Unnamed: 0,Country,Notes,1948,1949,1950,1951,1952,1953,1954,1955,...,2014,2015,2016,2017,2018,2019,2020,2021,2022,2023
0,,,,,,,,,,,...,,,,,,,,,,
1,Africa,,,,,,,,,,...,,,,,,,,,,
2,North Africa,,,,,,,,,,...,,,,,,,,,,
3,Algeria,§,...,...,...,...,...,...,...,...,...,9724.379971923256,10412.714002896393,10217.081699569308,10073.364021301344,9583.7242883703,10303.60057521065,9708.277440227255,9112.461105348943,9145.810174207281,18263.96796826213
4,Libya,‡§¶,...,...,...,...,...,...,...,...,...,3755.652496350929,...,...,...,...,...,...,...,...,...

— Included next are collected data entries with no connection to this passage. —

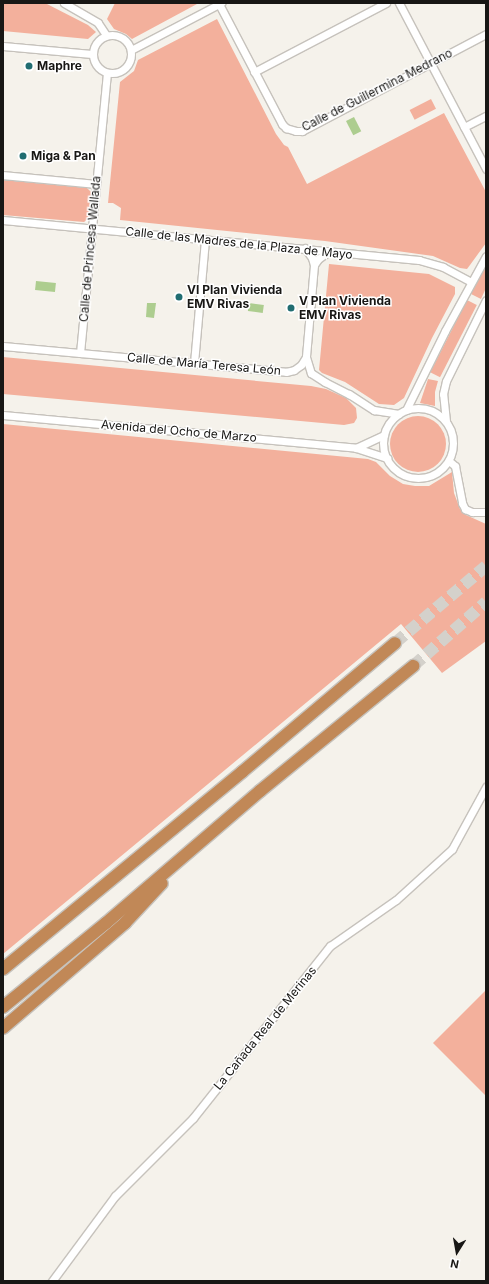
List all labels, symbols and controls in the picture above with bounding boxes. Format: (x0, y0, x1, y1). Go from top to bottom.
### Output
street label: Calle de Guillermina Medrano (299, 46, 455, 134)
place label: Maphre (37, 59, 82, 73)
marker: Maphre (24, 61, 34, 71)
place label: Miga & Pan (31, 149, 96, 163)
marker: Miga & Pan (18, 151, 28, 161)
street label: Calle de Princesa Wallada (76, 175, 104, 323)
street label: Calle de las Madres de la Plaza de Mayo (125, 224, 353, 262)
place label: VI Plan Vivienda EMV Rivas (187, 283, 282, 311)
marker: VI Plan Vivienda EMV Rivas (174, 292, 184, 302)
place label: V Plan Vivienda EMV Rivas (299, 294, 391, 322)
marker: V Plan Vivienda EMV Rivas (286, 303, 296, 313)
street label: Calle de María Teresa León (126, 350, 282, 378)
street label: Avenida del Ocho de Marzo (101, 417, 257, 445)
street label: La Cañada Real de Merinas (211, 963, 319, 1093)
north arrow (437, 1232, 477, 1272)
text: N (449, 1256, 460, 1271)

...,...,...,...,...,...,...,...,...,...,...,...,...,...,...,...,...,...,...,...,...,...
188,Syria,§,...,...,...,...,...,...,...,...,...,...,...,...,...,...,...,...,...,...,...
189,Türkiye,‖,...,197.68186020052622,212.97020550380432,231.81397994737964,257.7686126715495,294.0339899025812,332.0770817037616,382.9197184100121,...,17576.538470505897,15668.749999999998,17827.702150796664,17822.738263164494,19648.69382385138,20436.917121238785,17478.41368526983,15567.410029425082,10779.896284618242,15827.853255045886
190,United Arab Emirates,§,...,...,...,...,...,...,...,...,...,22755.071477195375,...,...,...,...,...,...,...,...,...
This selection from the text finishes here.